Теперь они лежат в темной, еще недавно четырехугольной комнате и дышат вразнобой. Проигравших нет. Все в выигрыше. Три победителя в одной постели. Инга спит, зарывшись в подушку. Мужчины спят, раскрыв рты. Со стороны это звучит так: они пилят лес. Словно им надо повалить весь роскошный Йешкентальский лес вокруг памятника Гутенбергу, бук за буком. Вот уже Гороховая гора облысела. Вот уже и проезд Стеффенса завиднелся – вилла к вилле рядком стоят. А в одной из этих вилл в проезде Стеффенса живет Эдди Амзель в отделанных дубом комнатах и мастерит птичьи пугала в натуральную величину: одно пугало изображает спящего штурмовика, другое – спящего командира штурмового отряда, а третье – молоденькую женщину, всю с головы до пят заляпанную сахарным сиропом, который приманивает муравьев. Штурмовик-командир храпит обыкновенно, зато штурмовик-рядовой мало того что храпит, он еще и зубами во сне скрежещет. И только сахарная молодка спит совершенно беззвучно, но зато дрыгает и брыкается всеми конечностями – из-за муравьев. И покуда за окном по-прежнему, ствол за стволом, падают стройные и гладкие буки Йешкентальского леса, то бишь бухенвальда, – а ведь какой ожидался урожайный год на буковые орешки! – Эдди Амзель на своей вилле в проезде Стеффенса мастерит четвертое птичье пугало в натуральную величину: самоходного черного пса о двенадцати лапах. А чтобы пес мог лаять, Эдди Амзель встраивает ему лаятельный звуковой механизм. И вот теперь он лает и будит своим лаем храпуна, Скрыпуна и облепленную муравьями сахарную красотку.

Это Плутон буйствует на кухне. Он хочет, чтобы его услышали. Все трое кубарем скатываются с кровати, даже не сказав друг дружке «доброе утро». «Никогда не засыпайте втроем, ибо есть риск втроем проснуться!»

Завтракают они кофе с молоком и бутербродами с сиропом. Каждый жует в одиночку. Каждый и каждая, включая псину. Сироп потому и сироп, что слишком сладкий. И из каждой тучки когда-нибудь идет дождь. В такое утро любая комната будет зиять углами. И всякий лоб будет нахмурен. У каждого чада двое отцов. И каждая голова мыслями витает где-то далеко. Всякая ведьма горит лучше. И так три недели подряд – завтрак за завтраком: каждый жует на особицу. Да, уже три недели эта для троих не сходит с подмостков. Впрочем, имеются и тайные, и даже не вполне скрытные намерения отделить от этого фарса некую монопьесу: Йохен Завацкий все больше тяготеет к монологической варке свеклы. И чтобы остался идиллический шепоток на двоих, в котором Вальтер и мышонок-Инга, продав псину, заживут богато и счастливо; однако Матерн не хочет ни продавать, ни шептаться вдвоем, лучше уж одиночество наедине с псом. Все что угодно, только не проклятое чувство локтя.
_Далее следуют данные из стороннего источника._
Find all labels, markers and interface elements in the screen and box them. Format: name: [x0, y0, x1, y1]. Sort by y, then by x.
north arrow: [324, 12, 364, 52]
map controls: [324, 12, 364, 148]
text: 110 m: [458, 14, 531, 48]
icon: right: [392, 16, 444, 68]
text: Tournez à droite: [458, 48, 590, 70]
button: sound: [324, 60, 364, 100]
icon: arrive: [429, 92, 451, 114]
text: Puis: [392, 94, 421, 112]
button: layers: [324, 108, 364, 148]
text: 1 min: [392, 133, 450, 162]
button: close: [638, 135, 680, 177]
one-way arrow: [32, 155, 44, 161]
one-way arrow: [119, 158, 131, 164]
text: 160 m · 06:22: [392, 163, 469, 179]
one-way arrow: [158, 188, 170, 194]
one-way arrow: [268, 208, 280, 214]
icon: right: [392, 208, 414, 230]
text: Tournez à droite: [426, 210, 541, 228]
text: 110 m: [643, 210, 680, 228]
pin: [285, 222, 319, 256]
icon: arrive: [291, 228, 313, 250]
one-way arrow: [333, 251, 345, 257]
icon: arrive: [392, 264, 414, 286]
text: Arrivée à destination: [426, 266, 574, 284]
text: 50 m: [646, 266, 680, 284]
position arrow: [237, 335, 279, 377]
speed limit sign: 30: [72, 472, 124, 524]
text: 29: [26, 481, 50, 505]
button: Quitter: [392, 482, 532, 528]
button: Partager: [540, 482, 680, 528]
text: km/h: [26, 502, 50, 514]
А тем временем за окнами прямоугольной общей комнаты-спальни на пространствах от Флиденштедта до Бюсдорфа, равно как и между Ингендорфом и Глессеном, а также между Роммерскирхеном, Пульхаймом и Ихендорфским квадратом свирепствует суровая послевоенная зима. Идут обильные снегопады на почве денацификации: каждый норовит выставить на мороз неудобные предметы и факты, дабы их без следа запорошило снегом.

Матерн и Завацкий худо-бедно сколотили будку для несчастной твари, которой приходится страдать ни за что. Будку они хотят поставить в саду, чтобы из окна было видно. Завацкий вспоминает:

– Такие горы снега я только раз в жизни видел. В начале тридцать восьмого, когда мы того толстяка в проезде Стеффенса ходили навещать, помнишь? Тогда вот точно так же снег шел, день и ночь, без передышки.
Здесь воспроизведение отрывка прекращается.